Aaaaaannd....now I know where Inverarity's livejournal username and picture come from. I guess you're a real Pynchon fan, eh Inverarity?
Mercury Shrugged: The Crying of Lot 49, by Thomas Pynchon
One summer afternoon, Mrs. Oedipa Maas came home from a Tupperware party whose hostess had put perhaps too much kirsch in the fondue to find out that she, Oedipa, had been named executor, or she supposed executrix, of the estate of one Pierce Inverarity, a California real estate mogul who had once lost two million dollars in his spare time but still had assets numerous and tangled enough to make the job of sorting it out more than honorary. Oedipa stood in the living room, stared at by the greenish dead eye of the TV tube, spoke the name of God, tried to feel as drunk as possible. But this did not work. She thought of a hotel room in Mazatlan whose door had just been slammed, it seemed forever, waking up two hundred birds down in the lobby; a sunrise over the library slope at Cornell University that nobody out on it had ever seen because the slope faces the west; a dry, disconsolate tune from the Fourth Movement of the Bartok Concerto for Orchestra; a whitewashed bust of Jay Gould that Pierce kept over the bed on a shelf so narrow for it she'd always had the hovering fear it would someday topple on them.
Pynchon is somewhere on the weirdness spectrum between Vonnegut and William S. Boroughs. The Crying of Lot 49 --the title refers to the auctioneering of a set of postage stamps--is probably the best introduction to Pynchon there is. It's only 150 pages; most of his work is much, much longer, and all of it is solidly packed with dense themes, metaphors, puns and cultural references both ancient/scholarly and modern/hip, and everything in between. The quoted part above is the first paragraph of the book, and Oedipa the heroine can't so much as look at a billboard without similar language.
The estate of which Oedipa is executor belonged to an eccentric billionaire (is there any other kind?) who owned pieces of, I mean, everything, including a factory that made charcoal cigarette filters out of the bones of American WWII casualties. He also had a stamp collection that includes "Lot 49", a set of clever forgeries containing a distinctive post-horn symbol that suddenly shows up everywhere Oedipa goes. She finds it as graffiti on a bathroom wall. She visits an old folks' home that is part of the estate's holdings, and the old guy in the lounge just happens to have relevant memories about his grandfather the mail carrier. She goes to see a production of a Jacobean revenge play, and a line of text gets her attention. She meets people with suggestive names like "Mike Fallopian" and "Genghis Cohen". Random bar conversations reveal important information.
All of these random encounters seem to point to the existence of a secret libertarian courier service in competition with the Post Office, that has been around since the 17th century or longer, that uses stamps like the ones in Lot 49, and that kills people who get in their way. Or else someone is putting an elaborate hoax on Oedipa. Or maybe she's on drugs and hallucinating it all--except that Bad Things suddenly begin to happen to the people who make up Oedipa's meager coping network--her husband, her therapist, the people she's confided in about the phantom post office. And the book ends just as Owedipa is sitting down to see who will bid on the stamps at the auction.

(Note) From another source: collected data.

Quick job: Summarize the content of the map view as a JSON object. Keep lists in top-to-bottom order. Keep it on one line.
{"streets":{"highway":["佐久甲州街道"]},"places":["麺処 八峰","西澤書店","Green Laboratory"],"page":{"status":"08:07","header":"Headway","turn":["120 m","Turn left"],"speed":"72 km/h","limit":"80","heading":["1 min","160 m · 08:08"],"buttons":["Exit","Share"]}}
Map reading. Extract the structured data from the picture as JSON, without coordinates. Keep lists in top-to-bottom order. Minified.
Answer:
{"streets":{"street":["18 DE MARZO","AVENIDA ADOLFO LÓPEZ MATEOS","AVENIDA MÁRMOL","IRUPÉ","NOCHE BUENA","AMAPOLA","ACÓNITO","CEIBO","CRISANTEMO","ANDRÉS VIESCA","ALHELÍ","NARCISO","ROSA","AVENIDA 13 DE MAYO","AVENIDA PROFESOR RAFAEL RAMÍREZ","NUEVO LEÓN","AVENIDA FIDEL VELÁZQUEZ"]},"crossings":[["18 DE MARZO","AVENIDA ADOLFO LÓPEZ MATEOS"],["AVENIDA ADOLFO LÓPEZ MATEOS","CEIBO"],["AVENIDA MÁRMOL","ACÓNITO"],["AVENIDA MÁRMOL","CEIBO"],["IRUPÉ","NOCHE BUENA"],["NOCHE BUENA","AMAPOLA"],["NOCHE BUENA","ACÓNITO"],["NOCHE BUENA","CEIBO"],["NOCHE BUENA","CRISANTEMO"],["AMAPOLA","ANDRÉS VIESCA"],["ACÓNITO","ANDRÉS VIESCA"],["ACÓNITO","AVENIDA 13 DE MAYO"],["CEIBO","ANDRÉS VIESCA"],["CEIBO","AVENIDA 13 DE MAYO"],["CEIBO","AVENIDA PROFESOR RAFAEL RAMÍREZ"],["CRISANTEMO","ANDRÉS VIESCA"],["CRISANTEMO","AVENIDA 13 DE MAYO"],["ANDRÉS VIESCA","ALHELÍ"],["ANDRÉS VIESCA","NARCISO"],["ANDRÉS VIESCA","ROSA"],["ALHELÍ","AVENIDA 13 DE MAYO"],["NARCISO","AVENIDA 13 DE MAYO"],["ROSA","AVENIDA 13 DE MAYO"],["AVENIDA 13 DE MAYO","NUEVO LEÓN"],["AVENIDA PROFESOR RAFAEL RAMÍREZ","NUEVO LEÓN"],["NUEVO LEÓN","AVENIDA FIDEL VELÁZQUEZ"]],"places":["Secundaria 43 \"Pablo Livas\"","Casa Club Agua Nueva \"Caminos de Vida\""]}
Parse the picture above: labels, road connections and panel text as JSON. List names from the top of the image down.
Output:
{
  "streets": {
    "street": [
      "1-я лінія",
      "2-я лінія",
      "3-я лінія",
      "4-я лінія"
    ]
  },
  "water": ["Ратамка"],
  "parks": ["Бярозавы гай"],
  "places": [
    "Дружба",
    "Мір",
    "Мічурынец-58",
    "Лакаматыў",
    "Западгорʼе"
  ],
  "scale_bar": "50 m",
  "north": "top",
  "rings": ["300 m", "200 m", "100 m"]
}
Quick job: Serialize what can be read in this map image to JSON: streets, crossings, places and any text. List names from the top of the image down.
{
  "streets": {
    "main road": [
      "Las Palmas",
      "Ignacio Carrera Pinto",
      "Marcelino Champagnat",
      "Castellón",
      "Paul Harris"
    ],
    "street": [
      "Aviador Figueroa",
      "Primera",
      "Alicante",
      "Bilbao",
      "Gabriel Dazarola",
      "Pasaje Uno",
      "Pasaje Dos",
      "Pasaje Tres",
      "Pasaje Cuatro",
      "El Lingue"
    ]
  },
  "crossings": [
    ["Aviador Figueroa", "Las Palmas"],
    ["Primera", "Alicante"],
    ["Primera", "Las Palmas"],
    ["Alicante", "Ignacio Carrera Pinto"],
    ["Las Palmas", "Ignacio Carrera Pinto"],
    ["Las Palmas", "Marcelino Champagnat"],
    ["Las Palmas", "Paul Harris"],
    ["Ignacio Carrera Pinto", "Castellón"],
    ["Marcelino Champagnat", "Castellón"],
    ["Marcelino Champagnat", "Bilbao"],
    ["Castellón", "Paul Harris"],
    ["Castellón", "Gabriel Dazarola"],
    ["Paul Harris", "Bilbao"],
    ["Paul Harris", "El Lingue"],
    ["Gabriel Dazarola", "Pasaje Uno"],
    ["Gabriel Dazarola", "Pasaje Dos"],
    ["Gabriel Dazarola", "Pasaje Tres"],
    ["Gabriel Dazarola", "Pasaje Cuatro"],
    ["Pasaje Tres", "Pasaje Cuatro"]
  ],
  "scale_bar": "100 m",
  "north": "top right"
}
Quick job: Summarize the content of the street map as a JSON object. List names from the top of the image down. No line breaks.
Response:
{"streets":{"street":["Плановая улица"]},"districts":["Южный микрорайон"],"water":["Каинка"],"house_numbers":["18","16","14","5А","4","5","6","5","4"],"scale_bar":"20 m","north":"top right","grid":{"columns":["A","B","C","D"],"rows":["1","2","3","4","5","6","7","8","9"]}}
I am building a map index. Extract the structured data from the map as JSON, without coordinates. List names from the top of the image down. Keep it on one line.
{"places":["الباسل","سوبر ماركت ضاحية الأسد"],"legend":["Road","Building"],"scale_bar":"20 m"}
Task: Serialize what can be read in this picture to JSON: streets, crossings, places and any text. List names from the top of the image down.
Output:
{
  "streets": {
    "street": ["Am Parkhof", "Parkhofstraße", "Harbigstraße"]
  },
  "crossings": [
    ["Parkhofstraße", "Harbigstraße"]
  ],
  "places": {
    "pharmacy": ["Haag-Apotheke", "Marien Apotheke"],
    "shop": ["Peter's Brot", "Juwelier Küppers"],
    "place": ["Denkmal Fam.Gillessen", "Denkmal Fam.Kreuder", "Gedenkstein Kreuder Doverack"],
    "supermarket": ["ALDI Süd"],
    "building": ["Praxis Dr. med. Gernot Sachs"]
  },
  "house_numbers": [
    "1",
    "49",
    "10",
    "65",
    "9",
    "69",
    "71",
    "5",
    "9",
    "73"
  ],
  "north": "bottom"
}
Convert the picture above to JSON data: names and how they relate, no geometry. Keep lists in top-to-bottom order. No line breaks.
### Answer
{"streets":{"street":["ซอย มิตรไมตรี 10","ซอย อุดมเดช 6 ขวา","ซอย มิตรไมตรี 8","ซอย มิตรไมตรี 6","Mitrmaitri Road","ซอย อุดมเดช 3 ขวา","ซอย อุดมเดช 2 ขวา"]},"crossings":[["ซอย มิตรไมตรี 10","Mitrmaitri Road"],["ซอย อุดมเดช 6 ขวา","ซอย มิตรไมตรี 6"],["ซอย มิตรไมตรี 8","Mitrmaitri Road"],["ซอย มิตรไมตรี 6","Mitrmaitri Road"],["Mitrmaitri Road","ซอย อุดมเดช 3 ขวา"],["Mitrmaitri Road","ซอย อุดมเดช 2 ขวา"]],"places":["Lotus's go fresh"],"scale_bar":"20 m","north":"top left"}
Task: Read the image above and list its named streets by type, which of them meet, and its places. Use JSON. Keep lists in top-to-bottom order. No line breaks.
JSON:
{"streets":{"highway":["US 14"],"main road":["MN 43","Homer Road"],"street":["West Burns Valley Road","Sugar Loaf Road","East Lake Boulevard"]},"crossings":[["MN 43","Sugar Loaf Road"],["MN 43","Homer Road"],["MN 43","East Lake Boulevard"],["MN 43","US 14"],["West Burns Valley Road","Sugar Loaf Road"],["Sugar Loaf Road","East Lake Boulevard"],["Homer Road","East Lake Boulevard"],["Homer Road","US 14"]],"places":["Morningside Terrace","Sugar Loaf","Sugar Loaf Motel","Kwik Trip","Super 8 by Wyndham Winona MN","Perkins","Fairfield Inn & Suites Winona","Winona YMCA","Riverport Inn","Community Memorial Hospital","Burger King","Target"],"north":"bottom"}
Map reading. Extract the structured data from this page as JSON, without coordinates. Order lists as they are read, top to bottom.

The book may be an example of what Robert Anton Wilson called "guerilla ontology". It includes hoaxes and misdirection on purpose, to teach people not to just blindly accept whatever they read. It has something existential to say about modern (in the 1960s, when the book was written) life and culture in California, and maybe about the meaning of life in general, about things not being what they seem, and about how we know anything and how we cope with the uncertainty about what we think we might not know after all. Very high recommendations.